State Department spokeswoman Jen Psaki said today that she doesn’t know if they’ve yet received a letter sent by senators four days ago asking Secretary of State John Kerry to get involved in the case of a pregnant Sudanese Christian woman about to be flogged and executed.
A Thursday deadline passed for Meriam Yahya Ibrahim Ishag to renounce her Christian faith and convert to Islam, so she is now on death row in Khartoum with an additional sentence of 100 lashes. The 27-year-old doctor, eight months pregnant with her second child, is shackled in prison with her 20-month-old son.
In 2012, she married Dr. Daniel Wani, a South Sudanese-born U.S. citizen in Khartoum; she was raised solely by her Christian Ethiopian Orthodox mother after her Muslim Sudanese father left when she was young.
“We request your immediate action and full diplomatic engagement to offer Meriam political asylum and to secure her and her son’s safe release,” Sens.

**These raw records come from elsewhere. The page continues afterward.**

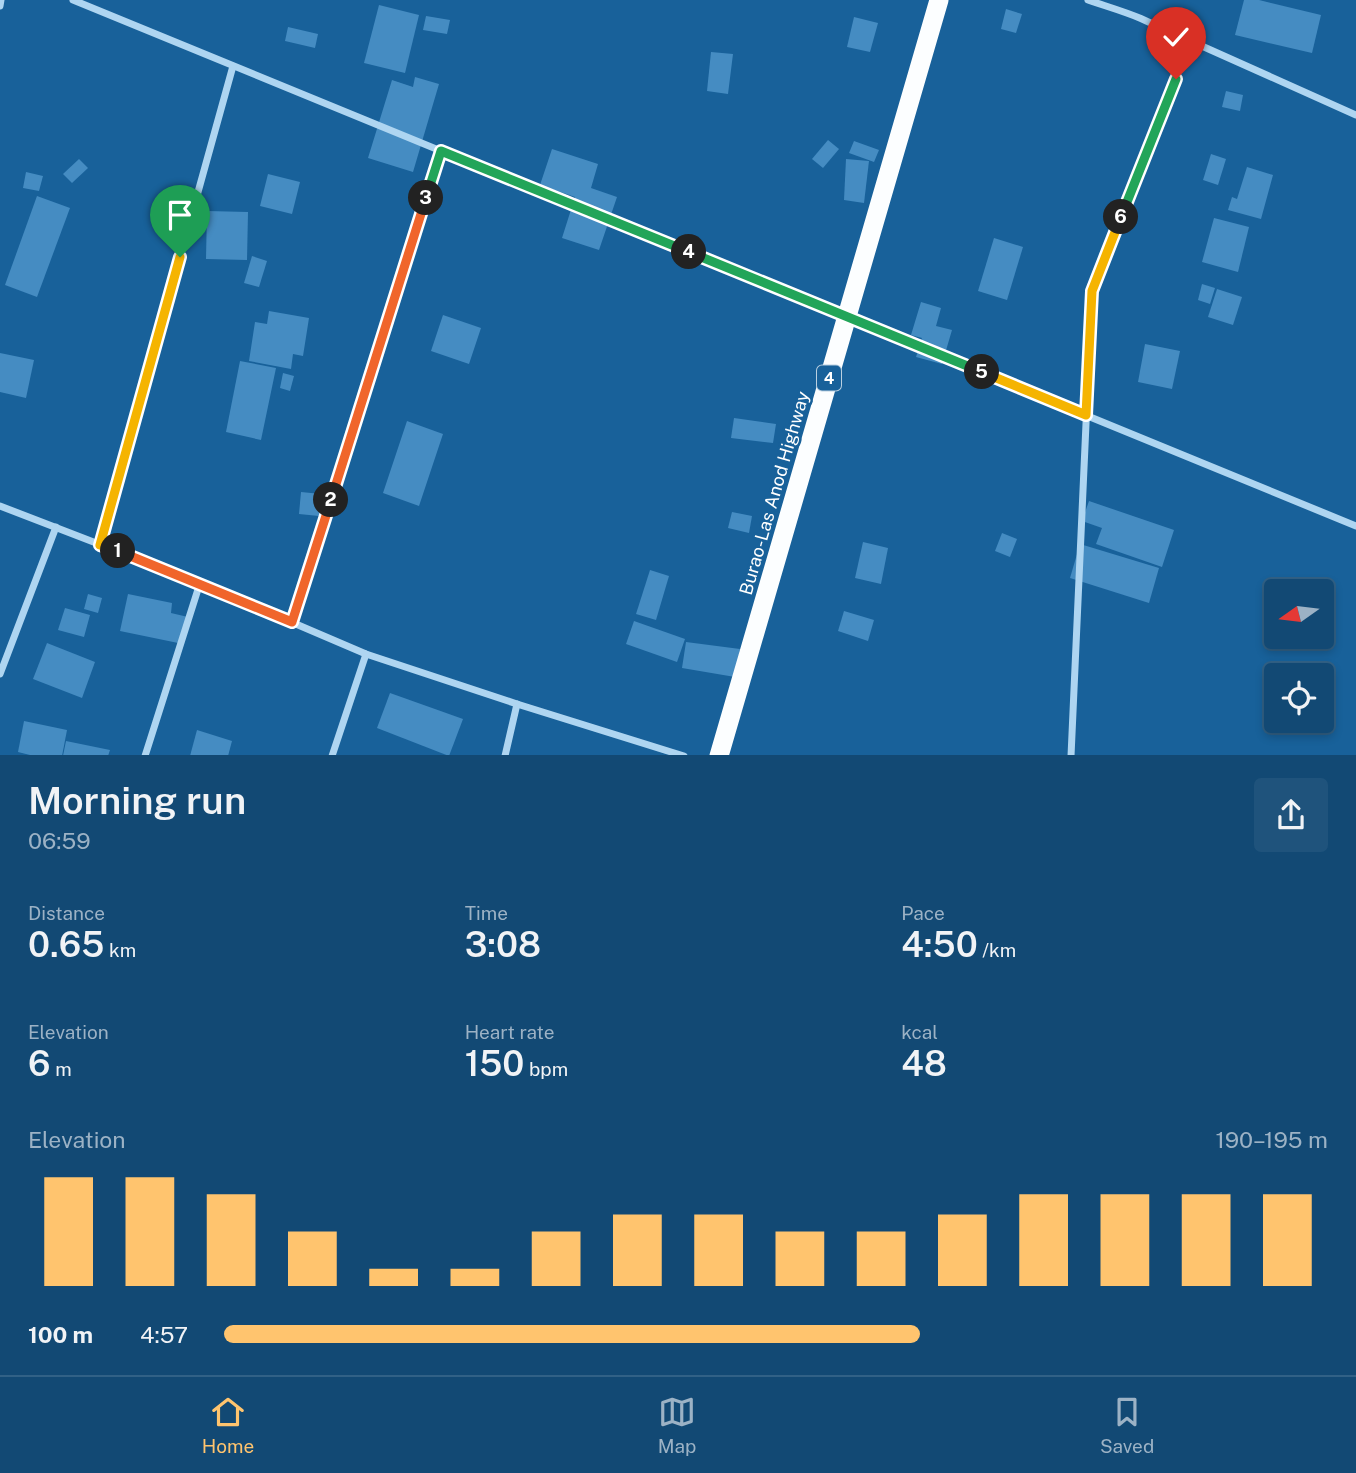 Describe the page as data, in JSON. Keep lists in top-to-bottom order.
{
  "streets": {
    "highway": ["4", "Burao-Las Anod Highway"]
  },
  "north": "left",
  "page": {
    "pins": [
      "3",
      "6",
      "4",
      "5",
      "2",
      "1"
    ],
    "heading": ["Morning run", "06:59"],
    "stats": [
      ["Distance", "0.65 km"],
      ["Time", "3:08"],
      ["Pace", "4:50 /km"],
      ["Elevation", "6 m"],
      ["Heart rate", "150 bpm"],
      ["kcal", "48"]
    ],
    "chart": ["Elevation", "190–195 m"],
    "list": [
      {
        "name": "100 m",
        "note": "4:57"
      }
    ],
    "tabs": ["Home", "Map", "Saved"]
  }
} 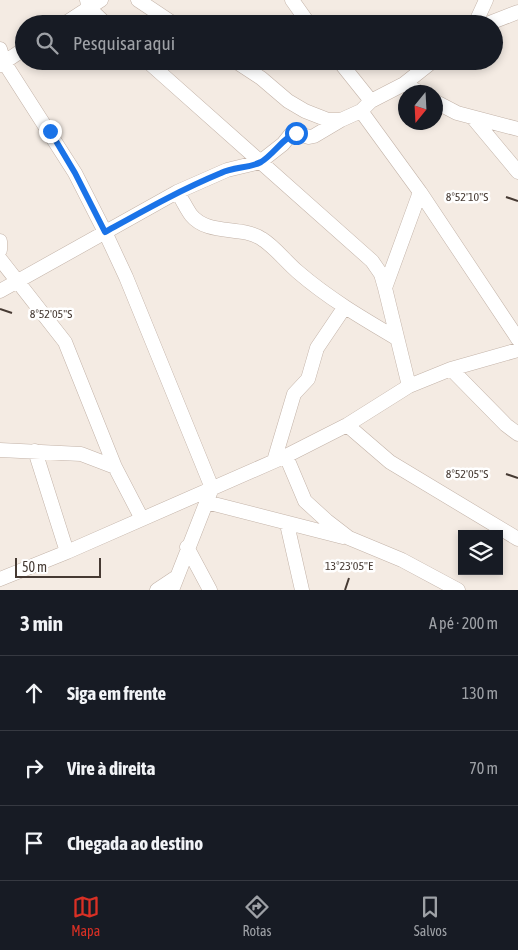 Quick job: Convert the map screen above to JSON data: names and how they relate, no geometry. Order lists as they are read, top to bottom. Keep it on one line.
{"scale_bar":"50 m","north":"bottom","page":{"search":"Pesquisar aqui","scale":"50 m","heading":["3 min","A pé · 200 m"],"list":[["Siga em frente","130 m"],["Vire à direita","70 m"],"Chegada ao destino"],"nav":["Mapa","Rotas","Salvos"]},"coordinates":["8°52'10\"S","8°52'05\"S","13°23'05\"E"]} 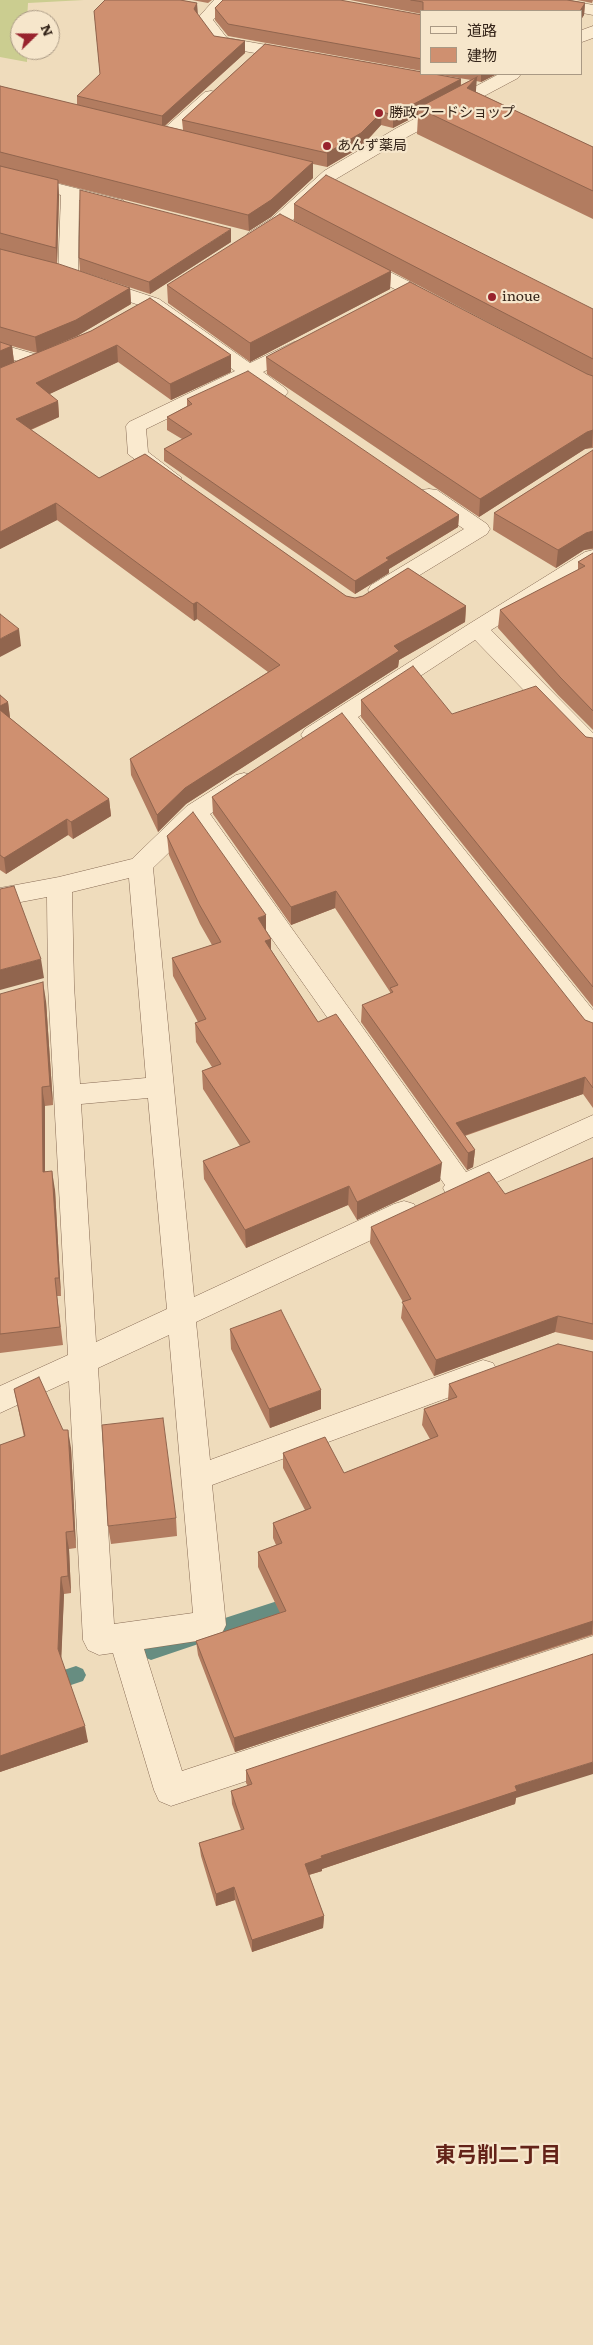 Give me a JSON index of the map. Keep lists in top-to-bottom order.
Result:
{
  "districts": ["東弓削二丁目"],
  "places": ["勝政フードショップ", "あんず薬局", "inoue"],
  "legend": ["道路", "建物"],
  "north": "right"
} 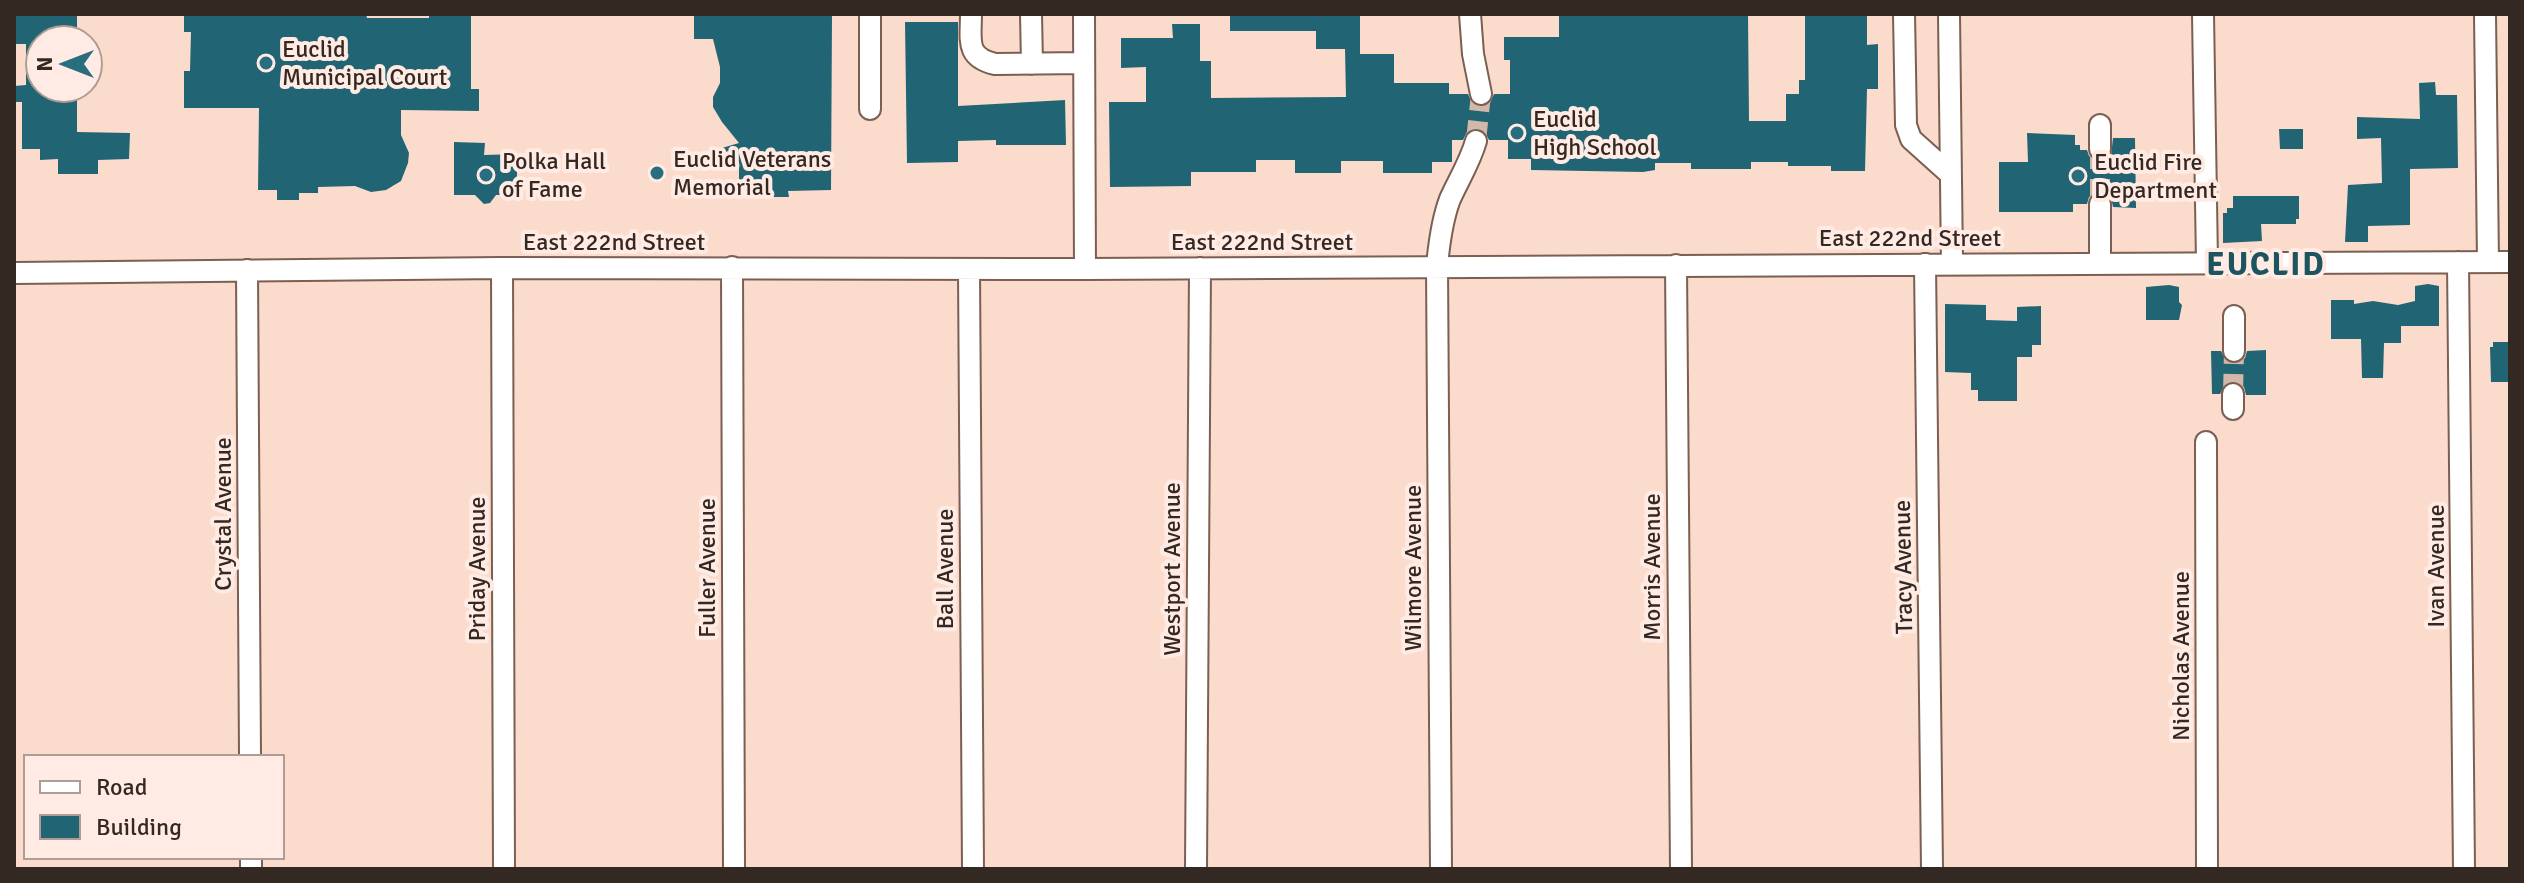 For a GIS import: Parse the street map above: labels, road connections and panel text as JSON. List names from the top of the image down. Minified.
{"streets":{"street":["East 222nd Street","Crystal Avenue","Ivan Avenue","Morris Avenue","Tracy Avenue","Fuller Avenue","Wilmore Avenue","Priday Avenue","Ball Avenue","Westport Avenue","Nicholas Avenue"]},"crossings":[["East 222nd Street","Crystal Avenue"],["East 222nd Street","Ivan Avenue"],["East 222nd Street","Morris Avenue"],["East 222nd Street","Tracy Avenue"],["East 222nd Street","Fuller Avenue"],["East 222nd Street","Wilmore Avenue"],["East 222nd Street","Priday Avenue"],["East 222nd Street","Ball Avenue"],["East 222nd Street","Westport Avenue"]],"districts":["EUCLID"],"places":["Euclid Municipal Court","Euclid High School","Euclid Veterans Memorial","Polka Hall of Fame","Euclid Fire Department"],"legend":["Road","Building"],"north":"left"}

Kelly Ayotte (R-N.H.) and Roy Blunt (R-Mo.) wrote in an urgent letter to Kerry on Friday.
“We also urge you and President Obama to reappoint an Ambassador at Large for International Religious Freedom, whose primary purpose is to monitor, prevent, and respond to this exact type of incident,” the senators added. The post has been vacant for five months.
“Thank you for your attention to this letter, and we respectfully request a prompt response regarding the actions taken by the Department of State to secure Meriam’s freedom,” Ayotte and Blunt wrote.
“I’m aware of the letter. I’m not sure if we’ve received it yet,” Psaki told reporters when asked of the case at today’s briefing. “Sometimes, it’s announced before it’s received, as you know. DHS would have oversight of that. Of course, we don’t speculate on that, and neither does DHS, in terms of seekers or cases or anything along those lines.”
When asked if Washington has been in touch with Sudanese authorities about the case, Psaki replied, “We have been closely monitoring, responding to events in this case. We have joined with the United Kingdom, Canada, and the Netherlands in expressing our concerns. I think they are clear on our concerns. I don’t have any specific readouts of direct contact, but we have been expressing our concerns in a broad means of — of manners.”
She said even though the condemned woman’s husband is an American, that doesn’t mean she’d get any consular rights.
“Broadly speaking, that’s not typically how it works. We have seen reports identifying him as a U.S. citizen,” Psaki said. “We don’t have any privacy act waivers, so I don’t have anymore details I can share with you.”
“…But certainly, this is a horrific case and that’s why everybody is so concerned about it.”
The administration has previously said it is “deeply disturbed” by the sentence.
Ibrahim’s brother-in-law, Gabriel Wani, told the New Hampshire Union Leader on Friday that his brother is trying to appeal the case but feels quite helpless.
“He don’t know what to do,” Gabriel Wani said. “He tried before a couple times to talk to the embassy to help him out with the situation. Now the embassy tries to act and everything is too late.”
Daniel Wani, a U.S. citizen since 2005, had gone to Khartoum last summer to pave the way for attaining residency for his wife and child in New Hampshire.
“We are praying for a miracle,” Gabriel Wani said.